POSSIBILE RISPOSTA:   Per rovesciamento dei rapporti di predicazione si intende il metodo caratteristico usato da Feuerbach nella sua battaglia contro la mentalità idealistico- religiosa. Metodo che consiste nel ricapovolgere ciò che l’idealismo ha capovolto, ossia nel riconoscere di nuovo ciò che è realmente soggetto (= il concreto) e ciò che è realmente predicato (= l’astratto). Ad es. non la natura a fungere da predicato o attributo dello spirito (idealismo), ma lo spirito a fungere da predicato o attributo della natura (naturalismo).

 2. Chi è Dio per Feuerbach?

POSSIBILE RISPOSTA:   Dio, secondo Feuerbach, è nient’altro che l’essenza oggettivata del soggetto, cioè l’immagine riflessa o la proiezione illusoria di qualità umane: «Tutte le qualificazioni dell’essere divino sono... qualificazioni dell’essere umano». Circa l’origine dell’idea di Dio Feuerbach si è variamente espresso.

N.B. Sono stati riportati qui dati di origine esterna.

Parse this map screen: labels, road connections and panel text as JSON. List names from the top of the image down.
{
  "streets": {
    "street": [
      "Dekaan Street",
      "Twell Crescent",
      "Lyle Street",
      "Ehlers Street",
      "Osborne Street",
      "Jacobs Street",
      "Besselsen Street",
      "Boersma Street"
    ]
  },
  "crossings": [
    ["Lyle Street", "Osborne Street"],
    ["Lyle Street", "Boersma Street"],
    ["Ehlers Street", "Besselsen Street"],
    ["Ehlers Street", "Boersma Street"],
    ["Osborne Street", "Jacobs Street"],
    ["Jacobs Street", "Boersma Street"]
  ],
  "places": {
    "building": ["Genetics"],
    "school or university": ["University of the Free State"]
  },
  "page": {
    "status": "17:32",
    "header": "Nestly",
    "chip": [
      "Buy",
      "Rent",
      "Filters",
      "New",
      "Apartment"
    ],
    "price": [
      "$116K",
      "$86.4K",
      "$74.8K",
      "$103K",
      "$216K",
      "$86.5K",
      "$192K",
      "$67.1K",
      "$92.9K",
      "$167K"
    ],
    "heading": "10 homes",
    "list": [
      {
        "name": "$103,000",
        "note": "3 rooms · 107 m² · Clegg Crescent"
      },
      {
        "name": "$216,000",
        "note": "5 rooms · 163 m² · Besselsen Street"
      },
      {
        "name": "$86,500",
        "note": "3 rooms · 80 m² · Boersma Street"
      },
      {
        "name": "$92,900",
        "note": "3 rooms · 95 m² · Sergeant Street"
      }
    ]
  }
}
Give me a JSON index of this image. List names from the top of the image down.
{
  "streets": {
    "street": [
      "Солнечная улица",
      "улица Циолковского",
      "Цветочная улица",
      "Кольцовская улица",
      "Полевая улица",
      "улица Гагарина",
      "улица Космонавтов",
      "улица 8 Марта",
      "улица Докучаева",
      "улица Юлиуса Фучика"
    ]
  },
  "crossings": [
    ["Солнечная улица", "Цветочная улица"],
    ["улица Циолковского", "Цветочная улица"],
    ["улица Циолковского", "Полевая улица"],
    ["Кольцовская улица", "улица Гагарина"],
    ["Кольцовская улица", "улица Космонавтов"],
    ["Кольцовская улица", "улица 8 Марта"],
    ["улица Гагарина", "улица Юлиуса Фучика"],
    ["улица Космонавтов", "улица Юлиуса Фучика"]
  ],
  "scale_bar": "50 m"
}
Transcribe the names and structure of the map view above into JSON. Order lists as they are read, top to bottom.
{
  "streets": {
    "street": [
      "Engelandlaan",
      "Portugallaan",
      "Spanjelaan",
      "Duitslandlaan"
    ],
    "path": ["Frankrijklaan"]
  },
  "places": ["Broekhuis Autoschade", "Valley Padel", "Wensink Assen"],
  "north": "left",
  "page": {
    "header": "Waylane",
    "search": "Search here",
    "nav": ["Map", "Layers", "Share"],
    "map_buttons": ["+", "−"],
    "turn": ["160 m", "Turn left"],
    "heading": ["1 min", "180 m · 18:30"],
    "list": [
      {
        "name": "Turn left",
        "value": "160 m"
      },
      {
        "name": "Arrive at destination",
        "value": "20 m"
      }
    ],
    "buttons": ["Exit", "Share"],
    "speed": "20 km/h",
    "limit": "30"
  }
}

Talora ne ha individuato la genesi nella distinzione fra individuo e specie; talora nell’opposizione fra volere e potere; talora nel sentimento di dipendenza che l’uomo prova nei confronti della Natura. In ogni caso, la religione ha una chiara matrice antropologica.

 3. Che cosa intende Feuerbach quando parla di antropologia capovolta?

POSSIBILE RISPOSTA:   Antropologia capovolta. E’ il modo con cui Feuerbach concepisce la religione, intesa come «la prima, ma indiretta autocoscienza dell’uomo». Infatti, puntualizza il filosofo «come l’uomo pensa, quali sono i suoi principi, tale è il suo dio... Tu conosci l’uomo dal suo Dio, e, reciprocamente, Dio dall’uomo... Dio è l’intimo rivelato, l’essenza dell’uomo espressa; la religione è la solenne rivelazione dei tesori celati dell’uomo, la pubblica professione dei suoi segreti d’amore...». Da ciò la possibilità di una riduzione, in chiave antropologica, di tutti i dogmi della teologia. Ad es., per quanto concerne il cristianesimo, che cos’è il mistero dell’incarnazione, cioè del farsi-uomo di Dio, se non la metafora dell’uomo riconosciuto come Dio? Che cos’è il mistero della Trinità, se non la metafora della vita sociale e della comunione fra l’io e il tu? Che cos’è il mistero della resurrezione di Cristo se non il soddisfacimento dell’antico desiderio dell’uomo di vincere la morte? Che cos’è il mistero della Vergine- madre se non il risultato del fatto che «l’individuo non si conforma alle noiose leggi della logica e della fisica, ma all’arbitrio della fantasia?», per cui «in una medesima cosa esclude ciò che gli è sgradevole e conserva ciò che gli è gradito. Così gli piace la vergine pura, senza macchia, ma gli piace anche la madre, però solo madre incontaminata...?». E così via.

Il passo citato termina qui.